(Provided records)

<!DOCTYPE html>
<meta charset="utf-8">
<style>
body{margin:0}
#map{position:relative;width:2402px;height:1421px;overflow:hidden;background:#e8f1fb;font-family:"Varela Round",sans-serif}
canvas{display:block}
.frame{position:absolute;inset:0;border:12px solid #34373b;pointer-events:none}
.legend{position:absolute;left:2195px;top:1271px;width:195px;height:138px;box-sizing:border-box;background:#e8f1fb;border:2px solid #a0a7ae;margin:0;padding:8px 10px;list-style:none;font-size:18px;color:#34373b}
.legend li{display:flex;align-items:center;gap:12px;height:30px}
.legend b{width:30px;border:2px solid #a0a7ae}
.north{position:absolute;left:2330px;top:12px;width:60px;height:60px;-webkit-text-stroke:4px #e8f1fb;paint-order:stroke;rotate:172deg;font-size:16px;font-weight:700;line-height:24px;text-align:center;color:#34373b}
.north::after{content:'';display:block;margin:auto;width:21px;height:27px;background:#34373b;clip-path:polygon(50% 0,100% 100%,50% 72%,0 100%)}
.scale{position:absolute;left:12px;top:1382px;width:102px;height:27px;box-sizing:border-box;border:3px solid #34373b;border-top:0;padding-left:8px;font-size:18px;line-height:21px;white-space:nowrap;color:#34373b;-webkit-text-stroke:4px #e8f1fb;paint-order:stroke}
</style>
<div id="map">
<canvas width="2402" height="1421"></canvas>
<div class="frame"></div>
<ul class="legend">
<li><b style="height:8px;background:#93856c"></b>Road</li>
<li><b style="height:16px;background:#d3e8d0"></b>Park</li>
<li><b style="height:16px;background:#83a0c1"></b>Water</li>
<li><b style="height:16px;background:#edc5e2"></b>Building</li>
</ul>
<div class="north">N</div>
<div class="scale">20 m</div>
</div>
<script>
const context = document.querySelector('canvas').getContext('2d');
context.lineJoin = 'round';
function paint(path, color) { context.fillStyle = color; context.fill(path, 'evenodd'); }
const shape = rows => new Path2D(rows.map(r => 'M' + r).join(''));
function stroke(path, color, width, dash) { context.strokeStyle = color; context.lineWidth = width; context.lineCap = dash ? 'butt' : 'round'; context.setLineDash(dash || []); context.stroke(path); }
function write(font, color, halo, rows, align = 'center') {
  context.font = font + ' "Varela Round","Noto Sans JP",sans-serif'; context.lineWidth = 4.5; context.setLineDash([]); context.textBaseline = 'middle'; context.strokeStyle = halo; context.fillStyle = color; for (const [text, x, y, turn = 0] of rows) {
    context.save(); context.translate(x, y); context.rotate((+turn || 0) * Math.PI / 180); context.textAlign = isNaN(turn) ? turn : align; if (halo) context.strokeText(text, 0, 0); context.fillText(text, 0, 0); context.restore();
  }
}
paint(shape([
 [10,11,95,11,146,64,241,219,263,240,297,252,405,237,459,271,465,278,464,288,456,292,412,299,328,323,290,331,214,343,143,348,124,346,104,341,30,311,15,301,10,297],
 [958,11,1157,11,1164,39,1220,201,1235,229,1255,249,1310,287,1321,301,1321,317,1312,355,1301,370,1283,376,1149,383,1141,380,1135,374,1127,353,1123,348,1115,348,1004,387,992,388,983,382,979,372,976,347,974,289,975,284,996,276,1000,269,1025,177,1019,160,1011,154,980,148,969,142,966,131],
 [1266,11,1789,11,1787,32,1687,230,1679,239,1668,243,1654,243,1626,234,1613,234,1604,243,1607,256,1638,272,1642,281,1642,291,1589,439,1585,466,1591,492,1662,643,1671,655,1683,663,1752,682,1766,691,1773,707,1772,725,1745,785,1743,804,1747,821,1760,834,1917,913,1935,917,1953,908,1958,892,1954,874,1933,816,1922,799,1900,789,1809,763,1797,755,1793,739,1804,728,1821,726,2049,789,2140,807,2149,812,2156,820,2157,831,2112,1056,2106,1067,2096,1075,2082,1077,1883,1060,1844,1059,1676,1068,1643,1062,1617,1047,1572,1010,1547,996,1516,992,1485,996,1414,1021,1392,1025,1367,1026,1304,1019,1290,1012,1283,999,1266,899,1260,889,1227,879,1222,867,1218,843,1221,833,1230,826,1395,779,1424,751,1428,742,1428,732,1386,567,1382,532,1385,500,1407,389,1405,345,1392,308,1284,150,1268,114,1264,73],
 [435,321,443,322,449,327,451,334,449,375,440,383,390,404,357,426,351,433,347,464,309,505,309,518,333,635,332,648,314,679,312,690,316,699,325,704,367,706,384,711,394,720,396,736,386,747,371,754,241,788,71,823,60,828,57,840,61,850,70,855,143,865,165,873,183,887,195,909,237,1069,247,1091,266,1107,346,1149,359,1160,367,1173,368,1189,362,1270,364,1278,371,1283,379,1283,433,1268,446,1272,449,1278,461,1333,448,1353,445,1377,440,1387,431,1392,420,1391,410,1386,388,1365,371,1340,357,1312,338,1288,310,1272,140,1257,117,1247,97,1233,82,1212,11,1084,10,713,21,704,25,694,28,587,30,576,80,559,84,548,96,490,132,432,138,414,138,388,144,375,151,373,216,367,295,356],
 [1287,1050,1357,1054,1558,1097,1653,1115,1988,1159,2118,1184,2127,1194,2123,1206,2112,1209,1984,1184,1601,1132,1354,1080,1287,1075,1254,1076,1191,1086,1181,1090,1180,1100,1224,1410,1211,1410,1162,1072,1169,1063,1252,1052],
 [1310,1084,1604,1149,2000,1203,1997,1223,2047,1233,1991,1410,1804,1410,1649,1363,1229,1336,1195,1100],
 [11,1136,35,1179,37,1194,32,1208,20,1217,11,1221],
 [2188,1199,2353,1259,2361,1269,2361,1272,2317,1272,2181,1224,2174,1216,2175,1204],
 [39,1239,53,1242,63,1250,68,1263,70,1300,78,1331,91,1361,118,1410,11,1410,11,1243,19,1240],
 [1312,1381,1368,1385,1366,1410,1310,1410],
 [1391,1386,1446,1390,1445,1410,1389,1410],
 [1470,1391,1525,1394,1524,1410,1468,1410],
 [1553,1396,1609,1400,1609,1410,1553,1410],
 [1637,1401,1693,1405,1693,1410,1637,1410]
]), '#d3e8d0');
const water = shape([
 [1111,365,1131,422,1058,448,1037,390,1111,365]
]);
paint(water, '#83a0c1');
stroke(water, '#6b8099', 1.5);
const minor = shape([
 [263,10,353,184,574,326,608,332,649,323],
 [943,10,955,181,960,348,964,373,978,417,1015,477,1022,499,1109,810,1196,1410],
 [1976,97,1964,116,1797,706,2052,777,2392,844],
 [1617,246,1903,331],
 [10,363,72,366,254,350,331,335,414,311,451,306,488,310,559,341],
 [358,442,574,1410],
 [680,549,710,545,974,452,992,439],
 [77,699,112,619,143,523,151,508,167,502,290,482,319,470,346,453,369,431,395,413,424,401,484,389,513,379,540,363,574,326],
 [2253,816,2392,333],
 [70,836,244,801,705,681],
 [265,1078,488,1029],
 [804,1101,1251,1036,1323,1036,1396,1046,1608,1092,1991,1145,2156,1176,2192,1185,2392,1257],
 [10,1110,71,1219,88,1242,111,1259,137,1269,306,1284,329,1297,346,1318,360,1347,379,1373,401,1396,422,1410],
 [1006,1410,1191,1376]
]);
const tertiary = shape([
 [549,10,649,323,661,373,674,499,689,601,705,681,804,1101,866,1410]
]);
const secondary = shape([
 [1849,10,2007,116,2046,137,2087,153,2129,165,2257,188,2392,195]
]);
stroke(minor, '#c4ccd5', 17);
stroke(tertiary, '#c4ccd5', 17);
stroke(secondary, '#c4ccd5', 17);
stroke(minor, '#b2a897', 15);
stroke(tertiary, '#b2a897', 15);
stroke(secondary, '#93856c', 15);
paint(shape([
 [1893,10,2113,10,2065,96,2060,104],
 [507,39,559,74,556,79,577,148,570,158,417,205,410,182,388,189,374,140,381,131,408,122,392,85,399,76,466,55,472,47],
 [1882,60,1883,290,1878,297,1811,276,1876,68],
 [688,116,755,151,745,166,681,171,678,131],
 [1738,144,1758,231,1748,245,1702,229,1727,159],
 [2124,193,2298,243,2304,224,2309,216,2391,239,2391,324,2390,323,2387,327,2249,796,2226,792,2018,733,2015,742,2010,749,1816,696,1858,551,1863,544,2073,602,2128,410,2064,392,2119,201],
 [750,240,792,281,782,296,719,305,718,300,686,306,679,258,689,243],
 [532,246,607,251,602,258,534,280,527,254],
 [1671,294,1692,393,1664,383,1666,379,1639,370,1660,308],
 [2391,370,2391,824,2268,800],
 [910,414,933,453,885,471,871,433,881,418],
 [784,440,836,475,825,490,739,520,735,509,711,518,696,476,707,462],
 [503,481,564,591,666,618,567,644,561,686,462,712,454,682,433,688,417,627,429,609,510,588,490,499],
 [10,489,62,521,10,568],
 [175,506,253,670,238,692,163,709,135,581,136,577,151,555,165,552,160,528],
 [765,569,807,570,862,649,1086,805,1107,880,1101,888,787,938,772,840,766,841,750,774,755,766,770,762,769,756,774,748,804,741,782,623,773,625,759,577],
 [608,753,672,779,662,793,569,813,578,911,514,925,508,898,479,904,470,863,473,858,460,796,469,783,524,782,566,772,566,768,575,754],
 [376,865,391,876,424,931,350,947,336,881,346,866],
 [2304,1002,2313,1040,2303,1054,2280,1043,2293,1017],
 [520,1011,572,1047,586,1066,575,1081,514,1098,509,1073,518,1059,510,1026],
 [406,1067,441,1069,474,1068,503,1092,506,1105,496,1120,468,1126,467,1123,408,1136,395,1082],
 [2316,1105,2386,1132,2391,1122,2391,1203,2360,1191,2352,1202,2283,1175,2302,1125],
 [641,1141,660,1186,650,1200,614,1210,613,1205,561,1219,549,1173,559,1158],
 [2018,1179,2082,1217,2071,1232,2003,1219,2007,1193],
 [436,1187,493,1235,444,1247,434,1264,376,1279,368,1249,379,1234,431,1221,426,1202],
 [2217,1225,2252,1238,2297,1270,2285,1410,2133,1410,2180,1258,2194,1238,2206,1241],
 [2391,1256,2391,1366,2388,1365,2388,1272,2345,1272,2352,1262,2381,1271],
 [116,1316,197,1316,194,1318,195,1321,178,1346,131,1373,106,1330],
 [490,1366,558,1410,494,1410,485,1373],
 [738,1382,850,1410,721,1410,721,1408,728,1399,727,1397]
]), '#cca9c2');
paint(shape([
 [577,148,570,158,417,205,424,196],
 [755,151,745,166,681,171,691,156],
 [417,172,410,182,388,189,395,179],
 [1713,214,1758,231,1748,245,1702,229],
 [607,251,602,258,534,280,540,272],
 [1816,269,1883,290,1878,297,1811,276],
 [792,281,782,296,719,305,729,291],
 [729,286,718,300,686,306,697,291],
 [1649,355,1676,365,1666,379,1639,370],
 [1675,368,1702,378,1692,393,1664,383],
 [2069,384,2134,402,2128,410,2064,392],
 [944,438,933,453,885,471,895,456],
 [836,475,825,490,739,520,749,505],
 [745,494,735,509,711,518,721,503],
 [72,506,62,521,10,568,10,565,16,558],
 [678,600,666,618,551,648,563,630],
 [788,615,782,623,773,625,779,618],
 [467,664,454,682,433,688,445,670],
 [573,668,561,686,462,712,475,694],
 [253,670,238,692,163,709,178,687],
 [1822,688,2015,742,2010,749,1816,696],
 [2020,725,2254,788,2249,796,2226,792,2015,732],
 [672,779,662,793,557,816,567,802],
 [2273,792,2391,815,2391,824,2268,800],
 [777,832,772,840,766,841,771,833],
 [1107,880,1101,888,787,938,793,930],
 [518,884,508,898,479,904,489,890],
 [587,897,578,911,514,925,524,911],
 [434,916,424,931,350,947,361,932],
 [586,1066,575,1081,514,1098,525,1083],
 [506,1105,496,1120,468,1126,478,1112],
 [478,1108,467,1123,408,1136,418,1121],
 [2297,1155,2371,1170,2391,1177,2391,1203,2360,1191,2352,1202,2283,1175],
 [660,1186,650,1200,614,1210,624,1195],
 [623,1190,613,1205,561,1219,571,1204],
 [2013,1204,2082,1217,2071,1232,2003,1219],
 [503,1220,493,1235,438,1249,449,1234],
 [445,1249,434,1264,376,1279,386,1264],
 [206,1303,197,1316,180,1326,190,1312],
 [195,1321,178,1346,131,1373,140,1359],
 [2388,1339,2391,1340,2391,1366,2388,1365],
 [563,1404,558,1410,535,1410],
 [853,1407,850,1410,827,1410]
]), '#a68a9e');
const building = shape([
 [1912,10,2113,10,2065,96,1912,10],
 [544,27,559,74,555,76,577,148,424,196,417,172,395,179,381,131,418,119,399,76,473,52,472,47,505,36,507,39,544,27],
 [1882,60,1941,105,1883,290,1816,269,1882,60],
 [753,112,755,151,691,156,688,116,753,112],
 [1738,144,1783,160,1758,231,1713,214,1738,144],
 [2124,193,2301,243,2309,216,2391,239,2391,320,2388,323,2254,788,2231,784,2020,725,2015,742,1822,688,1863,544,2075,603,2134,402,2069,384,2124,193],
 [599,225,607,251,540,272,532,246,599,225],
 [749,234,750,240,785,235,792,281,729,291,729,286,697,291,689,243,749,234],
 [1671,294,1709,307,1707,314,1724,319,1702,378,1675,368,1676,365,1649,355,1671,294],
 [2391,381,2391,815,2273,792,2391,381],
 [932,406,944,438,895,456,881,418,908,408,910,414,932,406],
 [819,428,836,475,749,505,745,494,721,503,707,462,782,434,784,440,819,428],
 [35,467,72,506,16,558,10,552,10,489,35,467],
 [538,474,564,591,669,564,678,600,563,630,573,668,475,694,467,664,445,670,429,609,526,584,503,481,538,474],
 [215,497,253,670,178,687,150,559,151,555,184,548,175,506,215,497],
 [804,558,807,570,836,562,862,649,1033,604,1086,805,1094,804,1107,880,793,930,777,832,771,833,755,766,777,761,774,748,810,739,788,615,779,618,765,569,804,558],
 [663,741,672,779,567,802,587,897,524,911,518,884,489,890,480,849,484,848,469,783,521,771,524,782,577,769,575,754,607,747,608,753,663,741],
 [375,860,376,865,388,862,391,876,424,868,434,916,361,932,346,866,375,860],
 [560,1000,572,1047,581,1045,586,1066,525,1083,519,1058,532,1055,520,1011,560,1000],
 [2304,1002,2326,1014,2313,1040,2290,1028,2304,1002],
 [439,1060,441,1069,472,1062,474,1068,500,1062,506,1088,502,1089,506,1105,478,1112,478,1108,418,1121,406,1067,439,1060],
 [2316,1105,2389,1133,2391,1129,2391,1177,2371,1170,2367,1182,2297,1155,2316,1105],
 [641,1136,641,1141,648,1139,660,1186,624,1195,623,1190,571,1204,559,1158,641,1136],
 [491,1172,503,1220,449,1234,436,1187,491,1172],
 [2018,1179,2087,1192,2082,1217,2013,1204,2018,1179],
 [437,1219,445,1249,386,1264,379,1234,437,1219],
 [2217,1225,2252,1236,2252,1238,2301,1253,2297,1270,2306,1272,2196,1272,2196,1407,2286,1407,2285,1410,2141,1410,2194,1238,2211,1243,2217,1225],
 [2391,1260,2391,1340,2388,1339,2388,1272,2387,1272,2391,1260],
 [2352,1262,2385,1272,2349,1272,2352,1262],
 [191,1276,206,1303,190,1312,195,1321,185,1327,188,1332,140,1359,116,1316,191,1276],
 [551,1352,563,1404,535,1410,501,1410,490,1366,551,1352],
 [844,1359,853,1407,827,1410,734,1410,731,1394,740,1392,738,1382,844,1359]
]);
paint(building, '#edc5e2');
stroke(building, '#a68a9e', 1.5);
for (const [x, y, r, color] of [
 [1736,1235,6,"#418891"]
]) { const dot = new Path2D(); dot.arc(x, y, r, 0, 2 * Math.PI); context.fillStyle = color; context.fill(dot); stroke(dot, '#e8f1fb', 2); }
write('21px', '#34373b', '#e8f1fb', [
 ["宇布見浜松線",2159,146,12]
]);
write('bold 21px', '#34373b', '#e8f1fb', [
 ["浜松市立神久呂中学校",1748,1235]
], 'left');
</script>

(End Provided records)

Assignment:
Locate the word "lineWidth" in the records and collect each line it appears in.

Completed task:
function stroke(path, color, width, dash) { context.strokeStyle = color; context.lineWidth = width; context.lineCap = dash ? 'butt' : 'round'; context.setLineDash(dash || []); context.stroke(path); }
  context.font = font + ' "Varela Round","Noto Sans JP",sans-serif'; context.lineWidth = 4.5; context.setLineDash([]); context.textBaseline = 'middle'; context.strokeStyle = halo; context.fillStyle = color; for (const [text, x, y, turn = 0] of rows) {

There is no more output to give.